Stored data
....

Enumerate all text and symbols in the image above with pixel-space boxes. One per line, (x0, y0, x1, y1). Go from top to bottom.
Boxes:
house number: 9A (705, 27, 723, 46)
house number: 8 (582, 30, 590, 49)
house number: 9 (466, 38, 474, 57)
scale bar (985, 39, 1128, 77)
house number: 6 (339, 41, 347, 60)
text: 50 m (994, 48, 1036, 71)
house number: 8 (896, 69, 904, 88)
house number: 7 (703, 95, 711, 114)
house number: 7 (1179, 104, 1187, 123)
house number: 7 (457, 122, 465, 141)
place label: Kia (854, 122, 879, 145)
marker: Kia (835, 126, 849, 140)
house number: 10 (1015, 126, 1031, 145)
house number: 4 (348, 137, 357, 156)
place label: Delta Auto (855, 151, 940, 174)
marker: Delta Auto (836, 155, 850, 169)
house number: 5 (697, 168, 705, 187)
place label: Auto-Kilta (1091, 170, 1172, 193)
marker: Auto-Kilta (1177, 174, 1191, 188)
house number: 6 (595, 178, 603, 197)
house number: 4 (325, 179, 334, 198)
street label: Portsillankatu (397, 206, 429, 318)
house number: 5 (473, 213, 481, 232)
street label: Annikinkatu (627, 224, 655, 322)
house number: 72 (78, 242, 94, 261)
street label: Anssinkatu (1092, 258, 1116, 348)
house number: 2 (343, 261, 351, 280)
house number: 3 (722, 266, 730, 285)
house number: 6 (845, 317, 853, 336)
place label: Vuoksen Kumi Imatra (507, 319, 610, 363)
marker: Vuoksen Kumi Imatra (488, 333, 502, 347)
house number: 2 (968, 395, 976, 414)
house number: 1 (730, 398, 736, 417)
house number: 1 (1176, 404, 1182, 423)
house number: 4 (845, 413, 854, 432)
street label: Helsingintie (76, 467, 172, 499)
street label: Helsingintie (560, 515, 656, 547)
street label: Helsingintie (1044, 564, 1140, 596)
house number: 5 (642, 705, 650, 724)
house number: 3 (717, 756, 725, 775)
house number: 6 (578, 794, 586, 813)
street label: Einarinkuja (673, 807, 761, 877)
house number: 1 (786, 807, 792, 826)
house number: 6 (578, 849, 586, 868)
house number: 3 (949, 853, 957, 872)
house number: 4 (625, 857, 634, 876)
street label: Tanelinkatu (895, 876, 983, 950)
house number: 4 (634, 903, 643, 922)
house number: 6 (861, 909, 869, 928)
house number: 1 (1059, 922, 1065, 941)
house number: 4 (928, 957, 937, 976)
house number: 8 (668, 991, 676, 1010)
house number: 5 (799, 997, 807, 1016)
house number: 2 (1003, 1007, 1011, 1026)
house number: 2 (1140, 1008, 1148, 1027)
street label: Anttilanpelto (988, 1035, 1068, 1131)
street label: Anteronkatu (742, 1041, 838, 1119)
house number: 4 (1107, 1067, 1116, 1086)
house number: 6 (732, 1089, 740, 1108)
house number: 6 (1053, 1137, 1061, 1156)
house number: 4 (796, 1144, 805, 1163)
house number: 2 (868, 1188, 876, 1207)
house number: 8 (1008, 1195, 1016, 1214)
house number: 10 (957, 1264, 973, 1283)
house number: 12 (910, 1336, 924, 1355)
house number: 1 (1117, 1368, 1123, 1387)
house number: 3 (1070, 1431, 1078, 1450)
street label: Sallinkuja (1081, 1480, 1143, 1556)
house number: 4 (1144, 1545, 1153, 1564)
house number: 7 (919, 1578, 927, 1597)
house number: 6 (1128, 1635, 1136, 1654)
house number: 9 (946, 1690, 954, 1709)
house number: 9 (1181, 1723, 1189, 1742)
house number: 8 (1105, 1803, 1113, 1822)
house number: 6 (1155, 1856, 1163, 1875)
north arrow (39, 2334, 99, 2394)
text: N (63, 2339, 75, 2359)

....

* WHAT IS EXPECTED: Every record must appear in the answer exactly as it appears above.

* TASK RESULT:
Enumerate all text and symbols in the image above with pixel-space boxes. One per line, (x0, y0, x1, y1). Go from top to bottom.
Boxes:
house number: 9A (705, 27, 723, 46)
house number: 8 (582, 30, 590, 49)
house number: 9 (466, 38, 474, 57)
scale bar (985, 39, 1128, 77)
house number: 6 (339, 41, 347, 60)
text: 50 m (994, 48, 1036, 71)
house number: 8 (896, 69, 904, 88)
house number: 7 (703, 95, 711, 114)
house number: 7 (1179, 104, 1187, 123)
house number: 7 (457, 122, 465, 141)
place label: Kia (854, 122, 879, 145)
marker: Kia (835, 126, 849, 140)
house number: 10 (1015, 126, 1031, 145)
house number: 4 (348, 137, 357, 156)
place label: Delta Auto (855, 151, 940, 174)
marker: Delta Auto (836, 155, 850, 169)
house number: 5 (697, 168, 705, 187)
place label: Auto-Kilta (1091, 170, 1172, 193)
marker: Auto-Kilta (1177, 174, 1191, 188)
house number: 6 (595, 178, 603, 197)
house number: 4 (325, 179, 334, 198)
street label: Portsillankatu (397, 206, 429, 318)
house number: 5 (473, 213, 481, 232)
street label: Annikinkatu (627, 224, 655, 322)
house number: 72 (78, 242, 94, 261)
street label: Anssinkatu (1092, 258, 1116, 348)
house number: 2 (343, 261, 351, 280)
house number: 3 (722, 266, 730, 285)
house number: 6 (845, 317, 853, 336)
place label: Vuoksen Kumi Imatra (507, 319, 610, 363)
marker: Vuoksen Kumi Imatra (488, 333, 502, 347)
house number: 2 (968, 395, 976, 414)
house number: 1 (730, 398, 736, 417)
house number: 1 (1176, 404, 1182, 423)
house number: 4 (845, 413, 854, 432)
street label: Helsingintie (76, 467, 172, 499)
street label: Helsingintie (560, 515, 656, 547)
street label: Helsingintie (1044, 564, 1140, 596)
house number: 5 (642, 705, 650, 724)
house number: 3 (717, 756, 725, 775)
house number: 6 (578, 794, 586, 813)
street label: Einarinkuja (673, 807, 761, 877)
house number: 1 (786, 807, 792, 826)
house number: 6 (578, 849, 586, 868)
house number: 3 (949, 853, 957, 872)
house number: 4 (625, 857, 634, 876)
street label: Tanelinkatu (895, 876, 983, 950)
house number: 4 (634, 903, 643, 922)
house number: 6 (861, 909, 869, 928)
house number: 1 (1059, 922, 1065, 941)
house number: 4 (928, 957, 937, 976)
house number: 8 (668, 991, 676, 1010)
house number: 5 (799, 997, 807, 1016)
house number: 2 (1003, 1007, 1011, 1026)
house number: 2 (1140, 1008, 1148, 1027)
street label: Anttilanpelto (988, 1035, 1068, 1131)
street label: Anteronkatu (742, 1041, 838, 1119)
house number: 4 (1107, 1067, 1116, 1086)
house number: 6 (732, 1089, 740, 1108)
house number: 6 (1053, 1137, 1061, 1156)
house number: 4 (796, 1144, 805, 1163)
house number: 2 (868, 1188, 876, 1207)
house number: 8 (1008, 1195, 1016, 1214)
house number: 10 (957, 1264, 973, 1283)
house number: 12 (910, 1336, 924, 1355)
house number: 1 (1117, 1368, 1123, 1387)
house number: 3 (1070, 1431, 1078, 1450)
street label: Sallinkuja (1081, 1480, 1143, 1556)
house number: 4 (1144, 1545, 1153, 1564)
house number: 7 (919, 1578, 927, 1597)
house number: 6 (1128, 1635, 1136, 1654)
house number: 9 (946, 1690, 954, 1709)
house number: 9 (1181, 1723, 1189, 1742)
house number: 8 (1105, 1803, 1113, 1822)
house number: 6 (1155, 1856, 1163, 1875)
north arrow (39, 2334, 99, 2394)
text: N (63, 2339, 75, 2359)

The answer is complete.